Went for the Engelbert Humperdinck concert at Siri Fort auditorium on Sunday evening. The chief attraction was taking my mom, who wrote fan letters to him and Pat Boone and other golden boys back in the 1960s, but I was interested anyway. The first time I heard Engelbert’s voice was on his version of "Raindrops Keep Falling on My Head" on a 16 Super Oldies cassette. It was one of my favourite songs at the time, still is to an extent – soulful and stately, unlike the original version (which I heard much later) by B J Thomas. The original is faster, more playful and goes very well with the slapsticky bicycle scene featuring Paul Newman and Katharine Ross in Butch Cassidy and the Sundance Kid, the film for which it was written. But Engelbert’s version was deeper and more melodic and sent a thrill down my 11-year-old spine when he sang the words "So I just did me some talkin’ to the sun/And I said I didn’t like the way he got things done/Sleeping on the job/Wo-o-o...".
Later I heard some of his other songs, or covers of songs – in particular "A Man and a Woman" (evocative of the ethereal French film of the same title), "From Here to Eternity" and "Quando Quando Quando". It didn’t matter much what others said about him – that he was just a pretty voice without much depth or range, part of a generation of assembly-line crooners who didn’t write their own songs, that what he did wasn’t Art. Yarbles, I said, great bolshy yarblockos to the snobbery of the rock-n-roll brigade, I loved the songs and I loved the way he sang them.
What I don’t love is sitting in the Siri Fort auditorium for over an hour and a half, waiting for a concert to begin - first because of an injunction to be seated an hour in advance, and then because important attendees are stuck in Delhi traffic.

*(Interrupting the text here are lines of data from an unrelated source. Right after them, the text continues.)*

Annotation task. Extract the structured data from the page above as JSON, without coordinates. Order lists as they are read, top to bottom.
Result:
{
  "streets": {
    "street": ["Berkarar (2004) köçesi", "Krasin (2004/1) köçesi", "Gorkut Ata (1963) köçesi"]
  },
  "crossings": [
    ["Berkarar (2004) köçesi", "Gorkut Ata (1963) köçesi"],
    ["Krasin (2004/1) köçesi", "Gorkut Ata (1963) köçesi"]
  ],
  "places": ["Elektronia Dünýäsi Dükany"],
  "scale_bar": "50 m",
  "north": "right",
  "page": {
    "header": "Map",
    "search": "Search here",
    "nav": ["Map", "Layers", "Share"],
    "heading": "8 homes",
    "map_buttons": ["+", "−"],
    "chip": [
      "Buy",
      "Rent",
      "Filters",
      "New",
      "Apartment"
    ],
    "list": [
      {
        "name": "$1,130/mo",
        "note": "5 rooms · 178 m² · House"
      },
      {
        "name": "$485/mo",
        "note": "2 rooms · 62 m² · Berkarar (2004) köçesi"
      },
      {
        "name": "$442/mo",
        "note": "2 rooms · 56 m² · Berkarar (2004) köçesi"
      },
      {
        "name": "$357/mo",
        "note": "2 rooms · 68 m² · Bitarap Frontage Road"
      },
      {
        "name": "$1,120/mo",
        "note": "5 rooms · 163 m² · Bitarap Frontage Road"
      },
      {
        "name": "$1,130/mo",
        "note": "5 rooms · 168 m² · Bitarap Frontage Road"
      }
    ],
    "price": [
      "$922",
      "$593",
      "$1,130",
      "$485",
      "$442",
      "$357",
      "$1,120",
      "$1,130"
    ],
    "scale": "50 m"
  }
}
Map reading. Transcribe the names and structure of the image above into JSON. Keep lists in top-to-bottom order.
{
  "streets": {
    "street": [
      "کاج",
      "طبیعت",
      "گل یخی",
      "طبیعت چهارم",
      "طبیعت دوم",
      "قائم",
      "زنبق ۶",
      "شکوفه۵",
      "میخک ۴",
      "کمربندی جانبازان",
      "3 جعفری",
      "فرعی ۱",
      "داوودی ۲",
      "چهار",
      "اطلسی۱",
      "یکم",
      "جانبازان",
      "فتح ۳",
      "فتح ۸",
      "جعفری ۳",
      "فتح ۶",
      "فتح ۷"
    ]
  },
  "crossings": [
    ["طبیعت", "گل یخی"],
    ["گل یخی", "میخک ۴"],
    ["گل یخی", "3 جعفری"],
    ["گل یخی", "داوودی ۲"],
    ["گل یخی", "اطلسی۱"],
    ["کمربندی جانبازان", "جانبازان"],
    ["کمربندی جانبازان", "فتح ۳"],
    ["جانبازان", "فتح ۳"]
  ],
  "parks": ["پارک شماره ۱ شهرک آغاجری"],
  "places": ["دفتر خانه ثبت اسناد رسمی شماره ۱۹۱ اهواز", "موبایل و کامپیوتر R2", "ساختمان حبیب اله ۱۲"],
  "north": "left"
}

I’m not a big fan of Siri Fort, a place where you can buy tickets for Rs 1500 and find yourself enjoying the same view as those who paid half as much. This auditorium incidentally is also where I’ve heard some of the stupidest words ever to issue from human lips, during speeches made at numerous film festival inaugurations. So we were all very glad that when the concert did finally get underway it just began, minus long preludes. Engelbert’s 13-member band started tuning up slowly, and then the man himself just sauntered on stage and began singing. The waiting and grumbling was quickly forgotten.
He started with one of his biggest hits, "A Man Without Love", pausing so the audience could complete the refrain for him; but there was hardly a hint of participation at this point. I sank low into my seat, convinced the concert would fall flat - my mom and I were discussing the likelihood that not many Delhiites of her generation would have been into Engelbert compared to say Bombay or Bangalore (where the concert tickets are being sold at much higher prices). But we needn’t have worried; it took some time for the audience to warm up but by the fifth or sixth song everyone was in the right mood, and the balding man seated in front of us commenced a series of "woo! woo!"s that somehow managed to be endearing rather than annoying.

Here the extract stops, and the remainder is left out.